(Data entries)

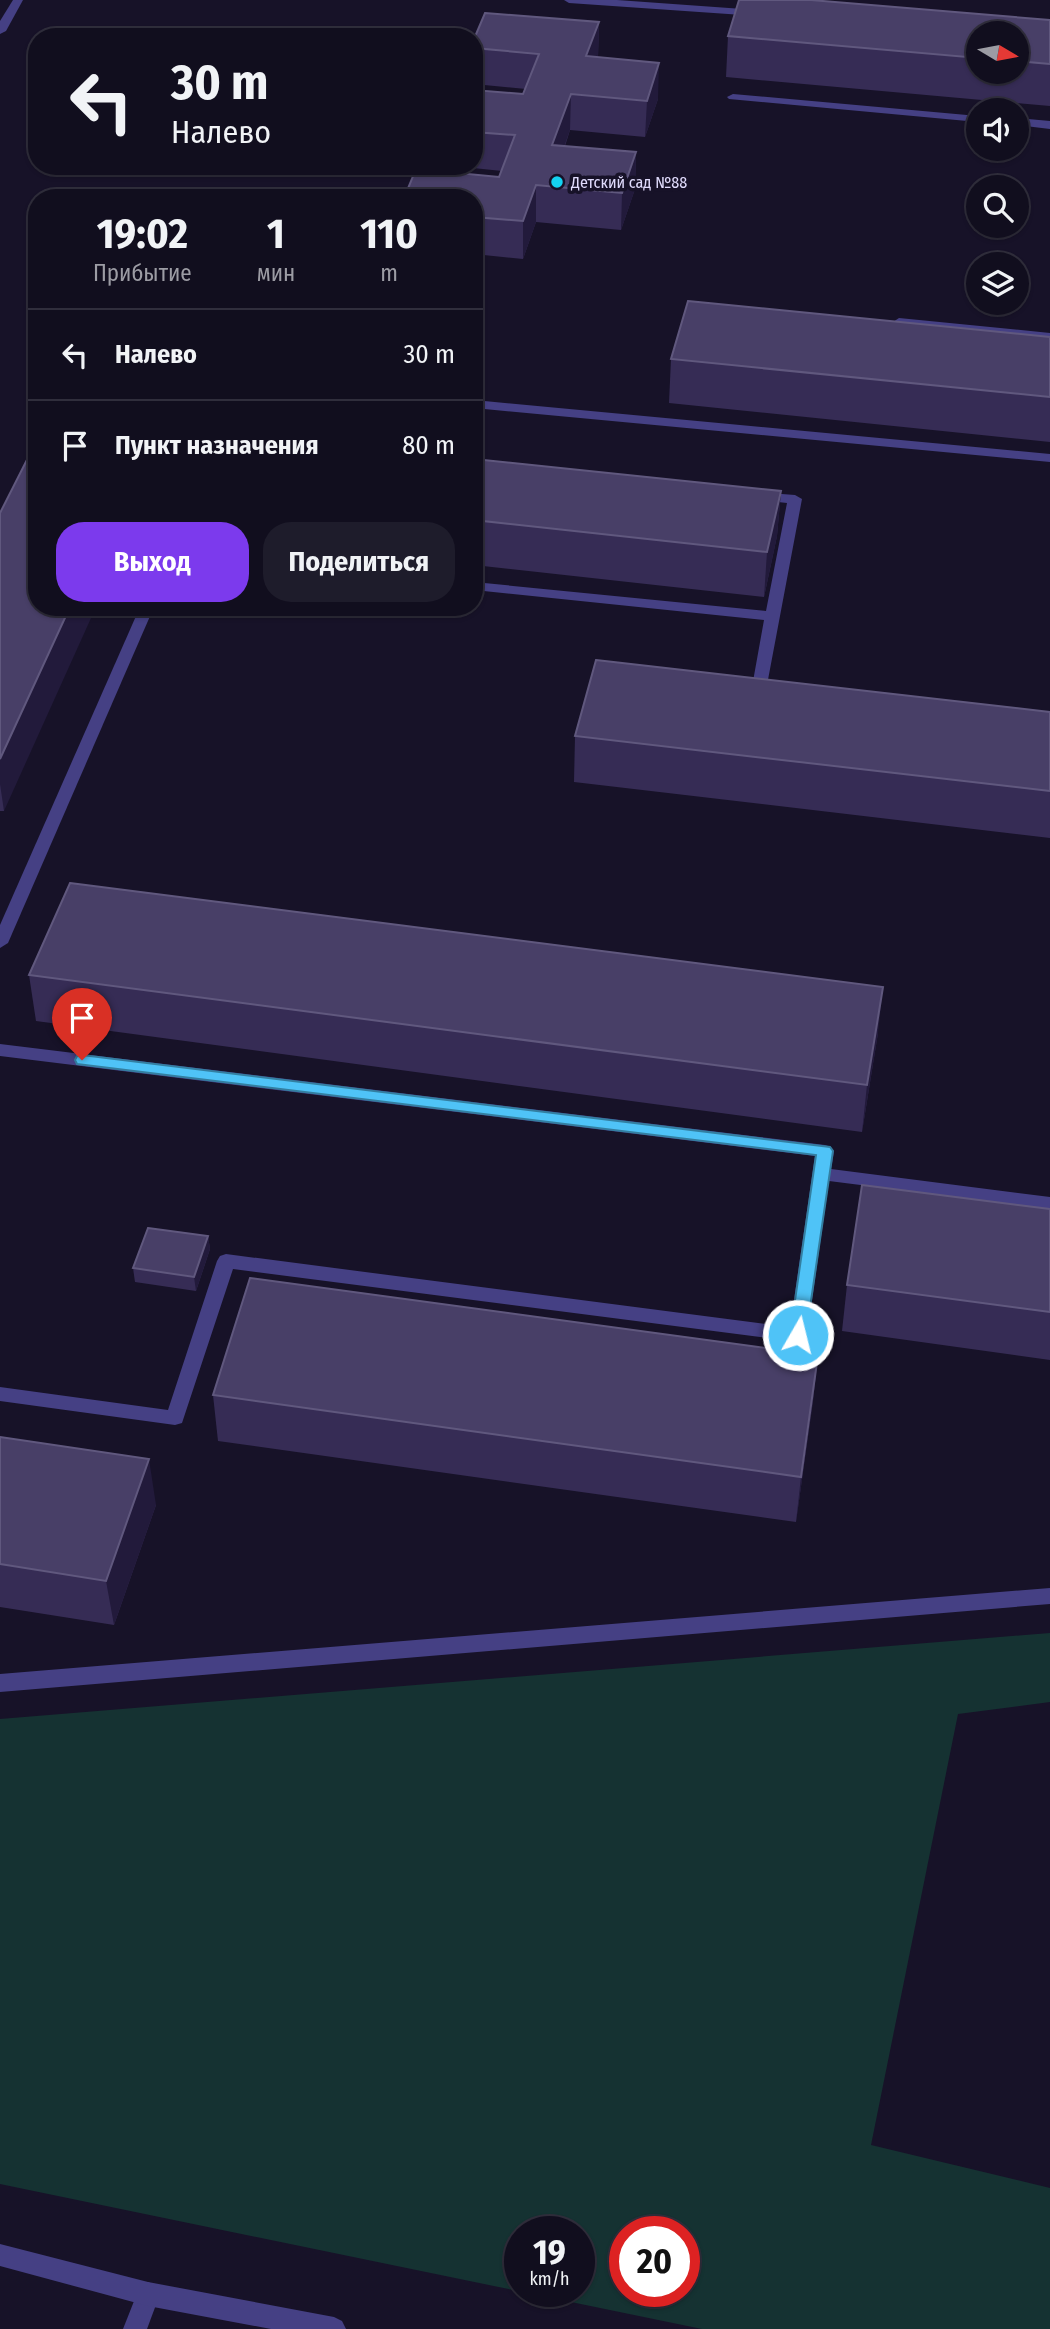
<!DOCTYPE html>
<html lang="ru">
<meta charset="utf-8">
<style>
:root{--surface:#110e1e;--page:#1e1c2b;--text:#f1f3f6;--muted:#9c9ca4;--line:#302e3c;--accent:#7c3aed}
body{margin:0;font-family:"Fira Sans Condensed",sans-serif;background:var(--page);color:var(--text);height:100vh;display:flex;flex-direction:column;font-size:26px;white-space:nowrap}
*{box-sizing:border-box;margin:0}
p{font-size:23px;color:var(--muted)}
.icon{flex:none;width:38px;height:38px;fill:none;stroke:currentColor;stroke-width:2;stroke-linecap:round;stroke-linejoin:round}
.map{position:relative;flex:1;overflow:hidden}
.drawer{position:absolute;left:28px;top:189px;width:455px;height:427px;display:flex;flex-direction:column;background:var(--surface);border-radius:28px;box-shadow:0 2px 5px #0004,0 0 0 2px var(--line)}
.drawer>*{flex:none}
.hud{position:absolute;left:28px;top:28px;width:455px;height:147px;border-radius:28px;box-shadow:0 2px 5px #0004,0 0 0 2px var(--line);background:#110e1e;color:var(--text);overflow:hidden}
.needle{width:46px;rotate:100deg}
.fabs{position:absolute;left:966px;top:21px;display:grid;gap:14px}
.fabs a{display:grid;place-items:center;width:63px;height:63px;border-radius:50%;background:var(--surface);box-shadow:0 2px 5px #0004,0 0 0 2px var(--line);font-size:35px}
.speed{position:absolute;left:504px;top:2216px;display:flex;gap:14px;font-size:35px;font-weight:700;text-align:center}
.speed>*{display:grid;place-content:center;width:91px;height:91px;border-radius:50%;background:var(--surface);box-shadow:0 2px 5px #0004,0 0 0 2px var(--line);line-height:1}
.speed small{font-size:18px;font-weight:400}
.speed .limit{border:10px solid #d22;background:#fff;color:#111}
.pin{position:absolute;display:grid;place-items:center;width:60px;height:60px;color:#fff;margin:-72px -30px;border-radius:50% 50% 50% 0;rotate:-45deg;box-shadow:0 0 7px #0007}
.pin .icon{rotate:45deg}
.me{position:absolute;width:77px;margin:-38px;rotate:8deg;stroke-linejoin:round;filter:drop-shadow(0 0 5px #0008)}
.turn{display:flex;align-items:center;gap:24px;height:147px;padding:0 28px;font-size:32px}
.turn .icon{width:91px;height:91px;stroke-width:2.5}
.turn b{display:block;font-size:49px;line-height:60px}
.eta{display:flex;justify-content:space-evenly;align-items:center;height:119px;text-align:center}
.eta b{font-size:42px;font-weight:700;line-height:49px}
.action{display:flex;gap:14px;margin-top:auto;padding:14px 28px}
.action a{flex:1;height:80px;border-radius:28px;background:var(--accent);color:#fff;font-size:28px;font-weight:700;line-height:80px;text-align:center}
.action a+a{background:var(--page);color:var(--text)}
ul{padding:0;list-style:none}
li{display:flex;align-items:center;gap:21px;height:91px;padding:0 28px;border-top:2px solid var(--line)}
li div{flex:1}
li b{display:block;font-size:26px}
li em{font-style:normal}
.map>svg:first-child{display:block}
</style>
<div class="map">
<svg width="1050" height="2329" viewBox="0 0 1050 2329">
<rect width="100%" height="100%" fill="#171228"/>
<path fill="#153232" fill-rule="evenodd" d="M 1050,1633 L 1050,1702 L 958,1714 L 871,2145 L 1050,2188 L 1050,2329 L 702,2329 L 0,2184 L 0,1719 ZM 579,2231 L 579,2291 L 520,2291 L 520,2231 ZM 684,2231 L 684,2291 L 625,2291 L 625,2231 Z"/>
<g fill="none" stroke-linecap="round" stroke-linejoin="round">
<g fill="#454084" fill-rule="evenodd">
<polygon points="564,0 617,0 757,10 763,13 757,16 569,3"/>
<polygon points="733,94 978,116 978,122 729,99 727,97"/>
<polygon points="1017,118 1050,121 1050,129 1017,125"/>
<polygon points="899,318 1050,333 1050,341 894,325 893,322"/>
<polygon points="474,400 1050,454 1050,462 474,408"/>
<polygon points="757,492 795,495 802,499 764,701 757,703 750,698 764,620 474,590 474,582 766,611 787,503 752,499 752,493"/>
<polygon points="140,607 154,607 8,943 0,948 0,925"/>
<polygon points="0,1044 825,1145 831,1147 834,1151 831,1169 1050,1197 1050,1209 829,1181 807,1335 805,1340 798,1342 233,1269 182,1423 175,1425 0,1401 0,1387 168,1410 217,1261 220,1256 226,1254 790,1327 815,1156 0,1056"/>
<polygon points="1050,1588 1050,1604 0,1692 0,1674"/>
<polygon points="148,2282 156,2286 160,2294 147,2329 123,2329 140,2286"/>
</g>
<g fill="#454084" fill-rule="evenodd">
<polygon points="13,0 23,0 6,31 0,34 0,21"/>
<polygon points="0,2244 148,2282 334,2317 342,2321 346,2329 271,2329 148,2306 0,2266"/>
</g>
</g>
<g fill="#362c55" fill-rule="evenodd">
<path d="M 1050,20 L 1050,106 L 726,77 L 728,36 ZM 978,33 L 1017,33 L 1017,72 L 978,72 Z"/>
<polygon points="599,22 598,57 658,99 645,137 570,130 565,146 636,152 635,189 621,230 536,222 523,259 474,254 474,198 499,177 502,171 454,166 474,166 474,90 523,94 526,89 474,84 474,39"/>
<polygon points="1050,337 1050,442 669,403 671,359"/>
<polygon points="474,459 781,491 777,536 764,597 474,565"/>
<polygon points="0,513 4,811 0,811"/>
<polygon points="1050,712 1050,838 574,782 575,736"/>
<polygon points="29,975 878,1033 862,1132 36,1021"/>
<polygon points="1050,1209 1050,1360 842,1331 847,1285"/>
<polygon points="208,1236 210,1249 196,1291 135,1282 133,1268"/>
<polygon points="818,1355 813,1401 796,1522 218,1441 213,1395"/>
<polygon points="0,1437 156,1505 114,1625 0,1607"/>
</g>
<g fill="#221a3b">
<polygon points="599,22 598,58 586,56"/>
<polygon points="659,63 658,99 645,137 647,101"/>
<polygon points="571,94 570,130 552,181 552,145"/>
<polygon points="636,152 635,189 621,230 622,193"/>
<polygon points="536,185 536,222 523,259 523,221"/>
<polygon points="781,491 777,536 764,597 767,552"/>
<polygon points="70,607 96,607 4,811 0,784 0,759"/>
<polygon points="883,987 878,1033 862,1132 867,1085"/>
<polygon points="208,1236 210,1249 196,1291 194,1277"/>
<polygon points="818,1355 813,1401 796,1522 801,1477"/>
<polygon points="149,1459 156,1505 114,1625 106,1581"/>
</g>
<g fill="#483f67" stroke="#60587e" stroke-width="2">
<polygon points="739,0 811,0 1050,20 1050,64 1017,61 1017,33 978,33 978,58 728,36"/>
<polygon points="485,13 599,22 586,56 659,63 647,101 571,94 552,145 636,152 622,193 536,185 523,221 474,217 474,198 404,198 416,169 499,177 515,135 474,132 474,90 523,94 539,54 474,48 474,39"/>
<polygon points="688,301 1050,337 1050,397 671,359"/>
<polygon points="37,440 37,607 70,607 0,759 0,513"/>
<polygon points="474,459 781,491 767,552 474,520"/>
<polygon points="596,660 1050,712 1050,791 575,736"/>
<polygon points="70,883 883,987 867,1085 29,975"/>
<polygon points="862,1185 1050,1209 1050,1312 847,1285"/>
<polygon points="148,1228 208,1236 194,1277 133,1268"/>
<polygon points="250,1278 818,1355 801,1477 213,1395"/>
<polygon points="0,1437 149,1459 106,1581 0,1564"/>
</g>
<polygon fill="#4fc3f7" stroke="#337fa1" stroke-width="2" points="82,1055 830,1147 833,1151 806,1335 804,1340 792,1340 790,1335 816,1155 77,1064 75,1060 77,1056"/>
<circle fill="#14d2f1" stroke="#171228" stroke-width="2.5" cx="557" cy="182" r="7"/>
<g text-anchor="middle" dominant-baseline="central" stroke-width="7" stroke-linejoin="round" paint-order="stroke">
<g font-size="16" fill="#e1dcfd" stroke="#171228" text-anchor="start">
<text x="571" y="182">Детский сад №88</text>
</g>
</g>
</svg>
<div class="fabs">
<a><svg class="needle" viewBox="-14 -14 28 28"><path d="M0-13l5 13h-10z" fill="#e53935"/><path d="M0 13l5-13h-10z" fill="#9c9ca4"/></svg></a>
<a><svg class="icon" aria-label="sound" viewBox="0 0 24 24"><path d="M4 9h4l5-4v14l-5-4H4zM17 9q2 3 0 6"/></svg></a>
<a><svg class="icon" aria-label="search" viewBox="0 0 24 24"><circle cx="10" cy="10" r="6"/><path d="M15 15l6 6"/></svg></a>
<a><svg class="icon" aria-label="layers" viewBox="0 0 24 24"><path d="M12 4l9 5-9 5-9-5zM3 14l9 5 9-5"/></svg></a>
</div>
<div class="speed"><div>19<small>km/h</small></div><div class="limit">20</div></div>
<div class="pin" style="left:82px;top:1060px;background:#d93025"><svg class="icon" aria-label="arrive" viewBox="0 0 24 24"><path d="M6 21V4h12l-3 4 3 4H6"/></svg></div>
<svg class="me" style="left:798px;top:1335px" viewBox="-20 -20 40 40"><circle r="17" fill="#4fc3f7" stroke="#fff" stroke-width="3"/><path d="M0-11L8 9 0 5-8 9z" fill="#fff"/></svg>
<div class="hud">
<div class="turn"><svg class="icon" aria-label="left" viewBox="0 0 24 24"><path d="M17 20v-9H6M10 6l-5 5 5 5"/></svg><div><b>30 m</b>Налево</div></div>
</div>
<section class="drawer">
<div class="eta">
<div><b>19:02</b><p>Прибытие</p></div>
<div><b>1</b><p>мин</p></div>
<div><b>110</b><p>m</p></div>
</div>
<ul>
<li><svg class="icon" aria-label="left" viewBox="0 0 24 24"><path d="M17 20v-9H6M10 6l-5 5 5 5"/></svg><div><b>Налево</b></div><em>30 m</em></li>
<li><svg class="icon" aria-label="arrive" viewBox="0 0 24 24"><path d="M6 21V4h12l-3 4 3 4H6"/></svg><div><b>Пункт назначения</b></div><em>80 m</em></li>
</ul>
<div class="action"><a>Выход</a><a>Поделиться</a></div>
</section>
</div>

■ WORK REQUIRED
Each line in the entries above that includes the word "evenodd" counts once; state the total and nothing else.

■ ANSWER SPACE
4